The $230-million dollar year-end surplus that was projected when Governor Tom Corbett delivered his February budget address isn’t likely to materialize in the final two months of the fiscal year. “At the end of the day we think we’ll be back at the original estimate from last June,” explains Independent Fiscal Office director Matthew Knittel.
Pennsylvania’s General Fund collections may be running $67-million above last June’s estimates, as of today, but they’re actually falling short of February’s revised expectations.
Compounding the problem, the IFO is now projecting 1.2% growth in state revenues in the new fiscal year. It may only be a slight downgrade from the 1.3% projection used to crunch the numbers in the governor’s budget plan, but it adds up to another $278-million dollar shortfall.
Combined, it’s a more than $500-million dollar hole in next year’s state budget. What’s changed since February? Knittel says sales and use tax collections are lagging.

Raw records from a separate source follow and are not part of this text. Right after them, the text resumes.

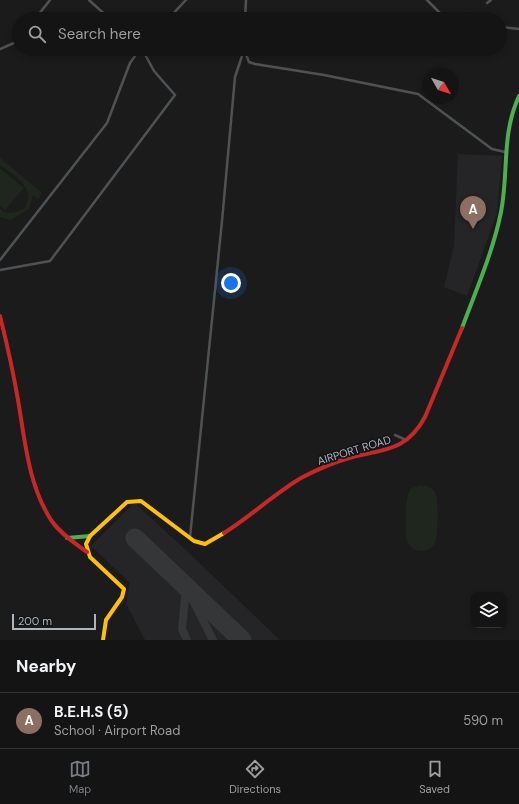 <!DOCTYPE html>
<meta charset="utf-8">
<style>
body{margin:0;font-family:"DM Sans",sans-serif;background:#212122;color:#f1f3f6}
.controls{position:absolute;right:12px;bottom:12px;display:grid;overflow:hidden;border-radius:8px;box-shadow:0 2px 6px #0003}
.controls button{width:36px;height:36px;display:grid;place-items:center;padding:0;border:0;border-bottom:1px solid #333334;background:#141414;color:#f1f3f6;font:20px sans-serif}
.compass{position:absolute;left:423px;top:68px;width:36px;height:36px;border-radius:50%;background:#141414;box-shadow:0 2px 6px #0003;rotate:129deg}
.scale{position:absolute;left:12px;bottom:10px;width:84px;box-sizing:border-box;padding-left:4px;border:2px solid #acb4bc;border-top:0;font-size:11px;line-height:14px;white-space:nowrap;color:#acb4bc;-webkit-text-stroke:3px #151517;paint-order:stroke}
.you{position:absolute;left:231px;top:283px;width:14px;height:14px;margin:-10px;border:3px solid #fff;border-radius:50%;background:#1a73e8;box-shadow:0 0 0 6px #1a73e833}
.badge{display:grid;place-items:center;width:26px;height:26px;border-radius:50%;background:#797e84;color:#fff;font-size:13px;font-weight:700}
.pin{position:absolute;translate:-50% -33px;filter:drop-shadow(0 1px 2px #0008)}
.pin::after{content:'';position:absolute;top:21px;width:14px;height:12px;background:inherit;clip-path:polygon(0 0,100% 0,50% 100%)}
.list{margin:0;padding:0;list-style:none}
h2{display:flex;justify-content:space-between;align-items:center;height:52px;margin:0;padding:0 16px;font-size:17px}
h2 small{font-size:13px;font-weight:400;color:#9d9ea0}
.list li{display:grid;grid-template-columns:26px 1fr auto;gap:12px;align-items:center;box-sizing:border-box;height:56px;padding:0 16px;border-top:1px solid #333334}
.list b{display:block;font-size:15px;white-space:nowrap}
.list p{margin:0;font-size:13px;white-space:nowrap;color:#9d9ea0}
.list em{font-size:13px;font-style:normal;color:#9d9ea0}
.icon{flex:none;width:22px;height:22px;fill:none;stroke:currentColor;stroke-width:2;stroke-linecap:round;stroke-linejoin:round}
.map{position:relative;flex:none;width:519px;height:640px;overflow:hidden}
.search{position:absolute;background:#141414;box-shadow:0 2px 6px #0003;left:12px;right:12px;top:12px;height:44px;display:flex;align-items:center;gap:10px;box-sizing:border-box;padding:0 14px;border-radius:22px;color:#9d9ea0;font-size:15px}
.sheet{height:108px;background:#141414}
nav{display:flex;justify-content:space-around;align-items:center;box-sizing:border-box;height:56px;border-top:1px solid #333334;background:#141414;font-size:11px;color:#9d9ea0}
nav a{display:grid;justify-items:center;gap:2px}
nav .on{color:#797e84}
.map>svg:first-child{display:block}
.built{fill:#252527}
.green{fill:#1f261e}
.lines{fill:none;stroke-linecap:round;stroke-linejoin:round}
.taxiway{stroke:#353637;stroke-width:8}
.runway{stroke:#353637;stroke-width:19}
.street{stroke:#4f5254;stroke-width:2.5}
.fast{stroke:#4caf50;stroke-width:4}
.slow{stroke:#ffc107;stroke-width:4}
.jam{stroke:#c62828;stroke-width:4}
.labels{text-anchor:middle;stroke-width:3.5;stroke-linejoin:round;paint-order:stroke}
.street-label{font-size:11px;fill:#acb4bc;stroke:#151517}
</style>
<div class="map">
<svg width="519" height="640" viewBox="0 0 519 640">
<rect width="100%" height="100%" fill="#1b1b1b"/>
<g class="built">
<polygon points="458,154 502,156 497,213 467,296 444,287 454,245"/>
<polygon points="136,504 190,554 280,640 145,640 126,604 130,583 91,546 132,505"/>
</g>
<g class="green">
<path d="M0,158L42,193L38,199L33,195L29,209L11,220L0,217V209C8,216 16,212 25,208C35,185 16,178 0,165Z"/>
<polygon points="0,168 24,188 5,210 0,206"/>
<path d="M420,485C426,486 431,486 435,492C439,500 439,540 433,546C422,557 405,548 406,534C406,519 404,502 410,489Z"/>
</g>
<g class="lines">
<g class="taxiway">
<polyline points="186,587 213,640"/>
<polyline points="186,588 182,629 187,640"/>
</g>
<polyline class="runway" points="135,538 242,640"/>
<g class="street">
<polyline points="89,0 110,19"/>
<polyline points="427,0 446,19"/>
<polyline points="487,3 491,0"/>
<polyline points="469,13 474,19"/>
<polyline points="35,19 50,0"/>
<polyline points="168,19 186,0"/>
<polyline points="245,19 246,0"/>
<polyline points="500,27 519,29"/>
<polyline points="0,49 16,42 19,38"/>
<polyline points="245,52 249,62 255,64 324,75 418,94 492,149 505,152"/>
<polyline points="0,260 107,123 130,63 140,49"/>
<polyline points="0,270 50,261 175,95 154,71 142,49"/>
<polyline points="395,435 406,440"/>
<polyline points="190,537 222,221 235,77 244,50"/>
</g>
<g class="fast">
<path d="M462,328C476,290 493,252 501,212C509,172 501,135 519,96"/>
<polyline points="67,538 90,536"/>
</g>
<polyline class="slow" points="103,640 106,620 122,597 124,589 90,557 86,544 90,536 127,502 141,501 194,541 205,544 224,533"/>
<g class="jam">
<path d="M0,316C7,344 13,371 18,400C25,440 28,484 51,520C60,533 74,543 87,552"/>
<path d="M224,533C251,516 274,494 301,478C316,470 332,463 349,458C383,449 406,452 425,417L462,328"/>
</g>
</g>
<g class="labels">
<g class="street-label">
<text transform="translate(354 450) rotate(-17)" y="4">AIRPORT ROAD</text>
</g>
</g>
</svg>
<div class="controls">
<button><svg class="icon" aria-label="layers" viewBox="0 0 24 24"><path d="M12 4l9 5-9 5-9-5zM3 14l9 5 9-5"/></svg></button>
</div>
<svg class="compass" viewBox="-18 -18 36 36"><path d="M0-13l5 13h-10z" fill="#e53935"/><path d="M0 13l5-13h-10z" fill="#9d9ea0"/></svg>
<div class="scale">200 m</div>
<div class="you"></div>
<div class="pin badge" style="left:473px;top:229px;background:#8d6e63">A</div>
<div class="search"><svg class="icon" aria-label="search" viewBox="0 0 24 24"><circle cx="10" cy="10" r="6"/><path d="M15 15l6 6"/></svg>Search here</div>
</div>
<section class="sheet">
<h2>Nearby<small></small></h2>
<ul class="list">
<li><span class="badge" style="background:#8d6e63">A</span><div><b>B.E.H.S (5)</b><p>School · Airport Road</p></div><em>590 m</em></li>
</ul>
</section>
<nav>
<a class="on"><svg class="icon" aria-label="map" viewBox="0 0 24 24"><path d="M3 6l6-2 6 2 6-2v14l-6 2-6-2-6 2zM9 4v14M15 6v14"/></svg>Map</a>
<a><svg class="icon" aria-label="directions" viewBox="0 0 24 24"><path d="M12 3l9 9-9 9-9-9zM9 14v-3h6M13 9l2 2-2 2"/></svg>Directions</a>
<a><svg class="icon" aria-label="saved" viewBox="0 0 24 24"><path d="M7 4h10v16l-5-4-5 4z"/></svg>Saved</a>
</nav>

“What we think is happening is that consumers are taking a hit,” Knittel explains. “We had some federal tax increases to start the year – the payroll tax cut expiration, some tax increases on high income individuals, and we think that’s restraining spending currently. But when we move into fall and winter, the consumers will have absorbed that hit and we think the spending will return.”
Meanwhile, the state budget season just got more difficult as state policymakers will have to find the cuts and/or revenues to fill a potential half-billion dollar hole.